The idea the Mail have pushed is that this adds up to something like a register of communists, where Big Government can ruin your life for some dumb thing you said as a three-year-old. In reality, though, all schools are doing is recording incidents—they're not making judgments on the children involved.
Watch our documentary about the London Black Revolutionaries, the radical black and Asian protest group.
And there's a big heap of irony in where this all started. Remember how the Mail risked legal action to campaign for the convictions of the racist murderers of Stephen Lawrence? Well, that same incident triggered this survey. The McPherson Inquiry that investigated the—and famously called the Met police service "institutionally racist"—also said: "Racism, institutional or otherwise, is not the prerogative of the Police Service. It is clear that other agencies including for example those dealing with housing and education also suffer from the disease. If racism is to be eradicated there must be specific and co-ordinated action both within the agencies themselves and by society at large, particularly through the educational system, from pre-primary school upwards and onwards."
That's the problem with loud, white-led campaigns against racism in a nutshell—it's really fucking easy to say racism is a terrible thing and should be stamped out, but as soon as the lens gets turned on our own middle-class communities and schools we squeal with outrage at the sheer bloody cheek of it all.
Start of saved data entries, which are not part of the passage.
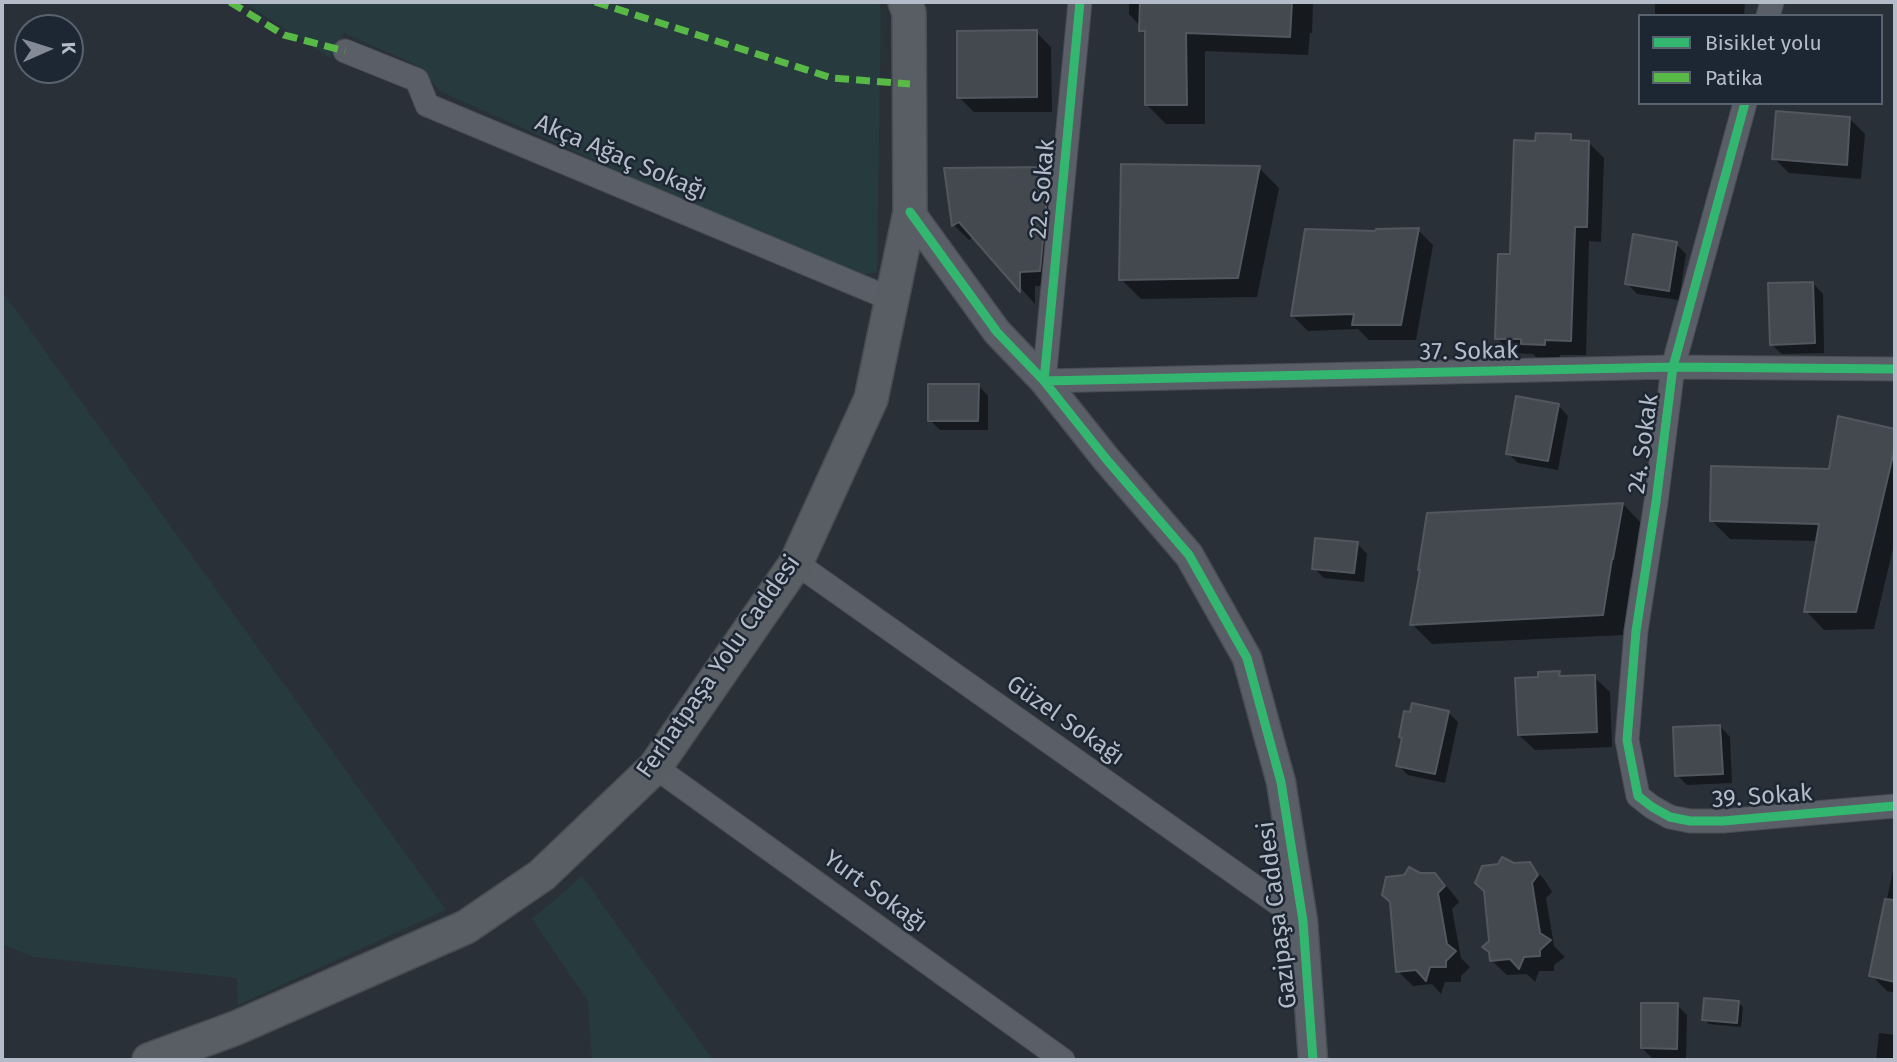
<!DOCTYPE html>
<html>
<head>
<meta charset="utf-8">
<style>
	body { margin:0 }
	#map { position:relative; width:1897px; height:1062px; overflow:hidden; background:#2a3038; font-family:"Fira Sans",sans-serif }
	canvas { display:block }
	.frame { position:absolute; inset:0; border:4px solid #b4bcc9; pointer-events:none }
	.legend { position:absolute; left:1638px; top:14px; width:245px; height:91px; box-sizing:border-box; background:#1d2633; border:2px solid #59626f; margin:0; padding:9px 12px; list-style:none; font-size:21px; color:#b4bcc9 }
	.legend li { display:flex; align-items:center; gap:14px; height:35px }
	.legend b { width:35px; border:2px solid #59626f }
	.north { position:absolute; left:14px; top:14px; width:70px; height:70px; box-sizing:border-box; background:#1d2633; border:2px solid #59626f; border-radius:50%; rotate:87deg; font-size:19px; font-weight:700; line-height:28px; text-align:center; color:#b4bcc9 }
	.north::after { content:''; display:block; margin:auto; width:24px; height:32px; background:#848b96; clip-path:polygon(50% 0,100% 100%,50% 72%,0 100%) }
</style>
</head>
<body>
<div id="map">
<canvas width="1897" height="1062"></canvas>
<div class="frame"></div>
<ul class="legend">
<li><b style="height:9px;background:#33b770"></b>Bisiklet yolu</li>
<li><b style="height:9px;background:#58b947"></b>Patika</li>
</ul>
<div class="north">K</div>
</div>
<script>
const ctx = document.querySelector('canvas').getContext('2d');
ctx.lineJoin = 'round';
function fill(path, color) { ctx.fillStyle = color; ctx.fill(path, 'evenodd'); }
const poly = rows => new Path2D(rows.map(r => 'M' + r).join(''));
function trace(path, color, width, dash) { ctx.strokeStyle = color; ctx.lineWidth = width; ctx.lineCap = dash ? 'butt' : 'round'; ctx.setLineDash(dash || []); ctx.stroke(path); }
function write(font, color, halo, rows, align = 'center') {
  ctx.font = font + ' "Fira Sans",sans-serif'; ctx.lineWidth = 5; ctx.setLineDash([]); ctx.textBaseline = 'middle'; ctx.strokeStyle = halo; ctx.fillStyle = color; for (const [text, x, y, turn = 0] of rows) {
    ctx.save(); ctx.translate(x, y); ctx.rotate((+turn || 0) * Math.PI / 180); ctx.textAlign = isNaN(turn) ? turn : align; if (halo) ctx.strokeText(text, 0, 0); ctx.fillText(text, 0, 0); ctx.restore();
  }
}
fill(poly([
	[243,2,879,2,881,12,877,272,855,277,442,92,414,64,344,33,330,58],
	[5,295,52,361,446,910,238,1005,237,978,34,957,2,944,2,297],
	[582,876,713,1060,592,1060,588,1001,532,919]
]), '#273a3e');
fill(poly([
	[1129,2,1313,2,1312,33,1310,33,1308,55,1205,51,1205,124,1166,124,1147,105,1147,36,1141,30,1141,27,1129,14],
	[1655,2,1745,2,1744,16,1655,16],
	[1036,32,1051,47,1052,112,974,112,959,97],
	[1850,119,1865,134,1861,179,1789,173,1774,158],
	[1570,136,1576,142,1589,143,1604,158,1601,242,1589,241,1586,355,1560,355,1559,359,1538,359,1533,354,1512,353,1497,338,1512,256,1537,143],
	[1259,168,1279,188,1257,297,1141,299,1121,279],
	[1050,169,1065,184,1055,285,1035,286,1035,304,975,237,969,240,954,225],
	[1418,230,1433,245,1416,340,1369,340,1358,329,1308,331,1293,316,1377,233],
	[1676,244,1686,254,1679,300,1637,294,1627,283],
	[1813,283,1823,294,1824,353,1782,354,1771,344],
	[978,385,988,396,988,430,940,430,930,420],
	[1558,405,1568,416,1558,470,1518,463,1508,453],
	[1840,418,1895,431,1895,540,1874,629,1824,630,1806,611,1818,541,1730,539,1711,520,1830,471],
	[1623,504,1642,524,1633,578,1631,578,1623,635,1432,644,1412,624],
	[1357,543,1367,554,1364,582,1324,578,1314,568],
	[1559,673,1564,678,1594,677,1610,692,1612,747,1535,750,1519,735,1540,679],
	[1448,712,1458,722,1445,783,1408,775,1398,765,1403,739,1401,737],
	[1720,726,1730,737,1732,783,1687,785,1677,775],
	[1895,861,1895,993,1887,991,1871,975],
	[1514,864,1529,864,1544,879,1552,892,1546,898,1554,946,1565,957,1554,965,1554,971,1539,971,1535,982,1527,974,1507,975,1491,960,1491,941],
	[1434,874,1450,890,1459,902,1452,909,1461,958,1470,967,1461,976,1461,982,1445,982,1441,994,1432,984,1413,986,1398,971,1419,875],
	[1739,1003,1743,1007,1741,1027,1709,1024,1704,1019],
	[1677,1005,1687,1015,1686,1058,1652,1058,1642,1048],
	[1879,1033,1895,1035,1895,1060,1876,1060]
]), '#0007');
const building = poly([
	[1140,2,1292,2,1290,37,1186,33,1187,105,1145,105,1145,31,1139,31,1140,2],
	[1037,30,1037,97,957,98,957,31,1037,30],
	[1776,111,1850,117,1847,165,1772,159,1776,111],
	[1536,133,1571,134,1571,140,1589,141,1587,227,1575,227,1571,341,1545,340,1545,345,1521,344,1521,339,1495,339,1498,254,1510,254,1514,140,1535,141,1536,133],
	[1121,164,1260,166,1238,278,1119,280,1121,164],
	[1050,167,1040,271,1020,272,1020,292,959,222,952,226,944,168,1050,167],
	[1419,228,1401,325,1352,325,1354,314,1291,316,1305,229,1375,231,1376,229,1419,228],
	[1633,234,1677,242,1669,291,1625,284,1633,234],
	[1813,282,1815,343,1770,345,1768,283,1813,282],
	[928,384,979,384,978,421,928,421,928,384],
	[1516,396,1559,404,1548,461,1506,454,1516,396],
	[1838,416,1895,429,1895,447,1856,612,1804,612,1819,524,1710,521,1711,466,1829,469,1838,416],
	[1623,503,1613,559,1612,559,1603,615,1410,625,1420,570,1418,570,1427,513,1623,503],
	[1315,538,1358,542,1354,573,1312,569,1315,538],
	[1560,671,1559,676,1595,675,1597,732,1518,735,1515,678,1538,677,1538,672,1560,671],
	[1412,703,1449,711,1435,774,1396,766,1402,738,1399,737,1404,711,1410,712,1412,703],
	[1720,725,1723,774,1675,776,1673,727,1720,725],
	[1502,857,1514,863,1530,862,1538,875,1532,883,1540,933,1551,940,1540,950,1540,956,1524,957,1519,969,1510,959,1490,961,1489,952,1482,947,1489,941,1484,891,1475,883,1482,866,1498,864,1502,857],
	[1409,867,1420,873,1435,873,1445,886,1438,893,1447,944,1456,951,1446,961,1446,967,1430,967,1426,981,1416,970,1396,972,1390,902,1382,895,1386,877,1404,875,1409,867],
	[1885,899,1895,900,1895,982,1869,976,1885,899],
	[1704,998,1739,1001,1737,1023,1702,1020,1704,998],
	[1641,1003,1678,1003,1677,1049,1641,1048,1641,1003]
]);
fill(building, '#444950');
trace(building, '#52575f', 2);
const minor = poly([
	[1080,2,1044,381,1673,367,1895,369],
	[1768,16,1772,2],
	[345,51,417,80,427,105,891,299],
	[1745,103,1673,367,1656,502,1636,631,1627,740,1634,776,1638,796,1652,807,1670,817,1690,821,1723,821,1895,806],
	[796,563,1303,921],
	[655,767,1063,1060]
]);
const tertiary = poly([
	[910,212,997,332,1044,381,1107,460,1189,555,1247,658,1281,782,1303,921,1313,1060]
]);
const secondary = poly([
	[149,1060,236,1028,466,927,542,875,655,767,796,563,871,399,910,212,909,13,905,2]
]);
trace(minor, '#484c53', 25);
trace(tertiary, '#484c53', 31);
trace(secondary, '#484c53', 36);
trace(minor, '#5a5e66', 23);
trace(tertiary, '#5a5e66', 28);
trace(secondary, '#595d64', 33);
trace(poly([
	[230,2,284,35,345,51],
	[595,2,832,78,910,84]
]), '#58b947', 7, [14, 7]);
trace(poly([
	[1080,2,1044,381,1673,367,1895,369],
	[1745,103,1673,367,1656,502,1636,631,1627,740,1634,776,1638,796,1652,807,1670,817,1690,821,1723,821,1895,806],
	[910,212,997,332,1044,381,1107,460,1189,555,1247,658,1281,782,1303,921,1313,1060]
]), '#33b770', 9);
write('24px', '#b4bcc9', '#1d2633', [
	["Akça Ağaç Sokağı",621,158,23],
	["22. Sokak",1043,189,-85],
	["37. Sokak",1469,352,-1],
	["24. Sokak",1644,444,-82],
	["Ferhatpaşa Yolu Caddesi",719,667,-55],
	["Güzel Sokağı",1065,721,35],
	["39. Sokak",1762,797,-4],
	["Yurt Sokağı",875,892,36],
	["Gazipaşa Caddesi",1278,915,-97]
]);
</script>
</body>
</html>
Or simply ignore it—the latest survey of schoolchildren doesn't seem to have had any play in the right-wing press so far, despite appearing in the Mirror and the Guardian.
But homophobic and racist abuse was pretty much a fact of life at my school, as I imagine it was at many others, and it's weird that people are so reluctant to admit it.
It's information that we need to hear, too. As McPherson's report noted, racism in society starts with our kids. Clearly we have a responsibility to figure out where that racism is coming from and how to address it, and the best way to start is by collecting data so we have some vague idea of what's going on in our schools. Of course, Show Racism The Red Card's survey suggest one possible cause: 75 percent of school-children believe that newspapers can contribute to racism.
I'd love to add more detail here about why kids are racist and how to stop it, but the truth is we don't know nearly as much as we should at this point. The Coalition For Racial Equality and Rights published a report recently looking at incident numbers from Scotland, and the data is just obviously shitty. For example, 30 percent of secondary school pupils said they'd dealt with racism around school (outside the classroom) in the previous week, compared to only 6.8 percent of teachers. Think the teachers are right and the kids are exaggerating? Well it turns out that, in the classroom, 5.7 percent of teachers said they'd dealt with racist incidents but 14.4 percent of support staff hadn't.
None of this helps us get at exact figure, but it tells us that, whatever's happening in English or Scottish schools, teachers are possibly the worst people you could ask about it. Until we fix these kinds of flaws in the methodology, we have no real clue whether racism is growing, falling or staying about the same. We just know that it's common and it's basically everywhere.
Meanwhile, we could argue all day about whether it makes sense to call a five-year-old racist, but I think it makes sense to treat it the same way as any other crime. They'd be too young to be considered a criminal at that age, but that doesn't mean they can't do really shitty things or that we should turn a blind eye when they do. If kids were punching each other, I'm pretty sure parents would want it reported. The fact some of them don't want racist incidents reported in the same way just highlights how many people still aren't taking racism seriously as a problem.